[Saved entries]
====

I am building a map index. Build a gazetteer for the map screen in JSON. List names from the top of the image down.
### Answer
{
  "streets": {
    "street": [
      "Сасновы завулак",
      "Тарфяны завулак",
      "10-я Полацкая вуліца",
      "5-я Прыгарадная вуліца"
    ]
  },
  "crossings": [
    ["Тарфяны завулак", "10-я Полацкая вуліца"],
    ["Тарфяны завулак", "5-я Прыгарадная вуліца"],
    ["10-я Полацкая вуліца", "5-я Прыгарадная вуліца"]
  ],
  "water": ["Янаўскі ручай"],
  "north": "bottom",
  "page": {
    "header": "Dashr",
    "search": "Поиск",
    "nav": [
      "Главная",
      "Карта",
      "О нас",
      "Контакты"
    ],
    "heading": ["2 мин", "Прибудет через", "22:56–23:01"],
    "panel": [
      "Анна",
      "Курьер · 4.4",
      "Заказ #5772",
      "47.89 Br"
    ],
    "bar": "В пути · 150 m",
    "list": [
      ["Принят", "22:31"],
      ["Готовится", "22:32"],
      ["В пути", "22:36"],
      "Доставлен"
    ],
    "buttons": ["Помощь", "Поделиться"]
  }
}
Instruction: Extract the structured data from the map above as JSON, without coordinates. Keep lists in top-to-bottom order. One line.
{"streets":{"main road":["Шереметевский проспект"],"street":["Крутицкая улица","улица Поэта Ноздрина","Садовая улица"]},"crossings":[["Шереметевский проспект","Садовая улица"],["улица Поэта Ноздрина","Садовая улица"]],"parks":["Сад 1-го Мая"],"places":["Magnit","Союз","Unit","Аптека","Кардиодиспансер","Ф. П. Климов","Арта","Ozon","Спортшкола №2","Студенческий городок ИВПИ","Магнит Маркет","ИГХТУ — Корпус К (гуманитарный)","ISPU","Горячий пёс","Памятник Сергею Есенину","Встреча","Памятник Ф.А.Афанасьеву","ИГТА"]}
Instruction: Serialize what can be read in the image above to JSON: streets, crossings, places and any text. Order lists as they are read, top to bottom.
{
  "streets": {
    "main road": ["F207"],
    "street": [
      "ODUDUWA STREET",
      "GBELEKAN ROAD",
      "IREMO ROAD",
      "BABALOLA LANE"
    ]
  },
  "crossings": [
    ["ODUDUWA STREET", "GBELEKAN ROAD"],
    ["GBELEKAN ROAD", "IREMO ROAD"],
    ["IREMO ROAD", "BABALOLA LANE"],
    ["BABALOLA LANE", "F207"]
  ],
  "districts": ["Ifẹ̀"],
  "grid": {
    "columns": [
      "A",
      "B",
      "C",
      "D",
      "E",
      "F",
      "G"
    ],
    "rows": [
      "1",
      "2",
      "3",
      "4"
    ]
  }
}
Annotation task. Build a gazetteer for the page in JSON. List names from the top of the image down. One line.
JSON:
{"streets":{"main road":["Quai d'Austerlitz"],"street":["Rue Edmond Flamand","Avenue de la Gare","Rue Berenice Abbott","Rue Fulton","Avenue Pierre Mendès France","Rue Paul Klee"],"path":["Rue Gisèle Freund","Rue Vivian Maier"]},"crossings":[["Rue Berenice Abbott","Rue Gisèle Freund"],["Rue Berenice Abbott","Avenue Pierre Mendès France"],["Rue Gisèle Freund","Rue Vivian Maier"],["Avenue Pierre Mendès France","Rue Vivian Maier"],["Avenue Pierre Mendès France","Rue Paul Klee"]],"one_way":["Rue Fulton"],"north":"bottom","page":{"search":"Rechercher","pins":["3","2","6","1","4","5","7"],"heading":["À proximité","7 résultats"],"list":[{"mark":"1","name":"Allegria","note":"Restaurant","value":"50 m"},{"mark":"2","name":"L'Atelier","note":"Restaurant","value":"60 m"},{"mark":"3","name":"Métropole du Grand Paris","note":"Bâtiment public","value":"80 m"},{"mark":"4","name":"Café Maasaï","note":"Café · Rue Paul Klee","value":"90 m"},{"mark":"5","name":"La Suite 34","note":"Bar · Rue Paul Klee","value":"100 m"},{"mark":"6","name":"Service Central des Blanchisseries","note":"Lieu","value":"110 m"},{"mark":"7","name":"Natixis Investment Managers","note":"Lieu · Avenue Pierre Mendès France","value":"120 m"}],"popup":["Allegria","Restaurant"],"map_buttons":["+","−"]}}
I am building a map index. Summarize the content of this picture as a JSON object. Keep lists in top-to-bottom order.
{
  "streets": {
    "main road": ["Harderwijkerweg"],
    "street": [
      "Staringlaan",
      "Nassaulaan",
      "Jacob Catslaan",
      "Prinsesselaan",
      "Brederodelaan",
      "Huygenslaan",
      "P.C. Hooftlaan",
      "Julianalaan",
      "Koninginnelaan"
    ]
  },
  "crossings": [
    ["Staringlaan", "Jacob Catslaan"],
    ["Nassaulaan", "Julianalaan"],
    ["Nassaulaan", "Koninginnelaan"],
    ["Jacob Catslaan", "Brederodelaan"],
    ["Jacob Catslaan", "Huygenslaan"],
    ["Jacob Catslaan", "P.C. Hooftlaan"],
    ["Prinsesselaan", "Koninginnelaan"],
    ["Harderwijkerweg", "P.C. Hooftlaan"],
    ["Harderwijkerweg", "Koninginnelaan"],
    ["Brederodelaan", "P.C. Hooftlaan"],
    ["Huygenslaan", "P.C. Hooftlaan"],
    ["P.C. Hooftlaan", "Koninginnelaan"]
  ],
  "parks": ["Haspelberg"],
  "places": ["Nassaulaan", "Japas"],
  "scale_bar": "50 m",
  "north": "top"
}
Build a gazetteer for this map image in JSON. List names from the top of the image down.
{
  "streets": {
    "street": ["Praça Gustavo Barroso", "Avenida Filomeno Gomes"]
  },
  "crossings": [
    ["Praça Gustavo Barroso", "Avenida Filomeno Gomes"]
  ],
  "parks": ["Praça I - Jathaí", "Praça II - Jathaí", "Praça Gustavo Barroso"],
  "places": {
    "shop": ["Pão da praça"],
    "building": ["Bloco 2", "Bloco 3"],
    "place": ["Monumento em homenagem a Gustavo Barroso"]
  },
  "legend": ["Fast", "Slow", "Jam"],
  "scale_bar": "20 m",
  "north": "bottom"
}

====

▶ [What is required]:
In the entries, find every line holding "index" and copy it.

▶ [Answer for the task]:
I am building a map index. Build a gazetteer for the map screen in JSON. List names from the top of the image down.
I am building a map index. Summarize the content of this picture as a JSON object. Keep lists in top-to-bottom order.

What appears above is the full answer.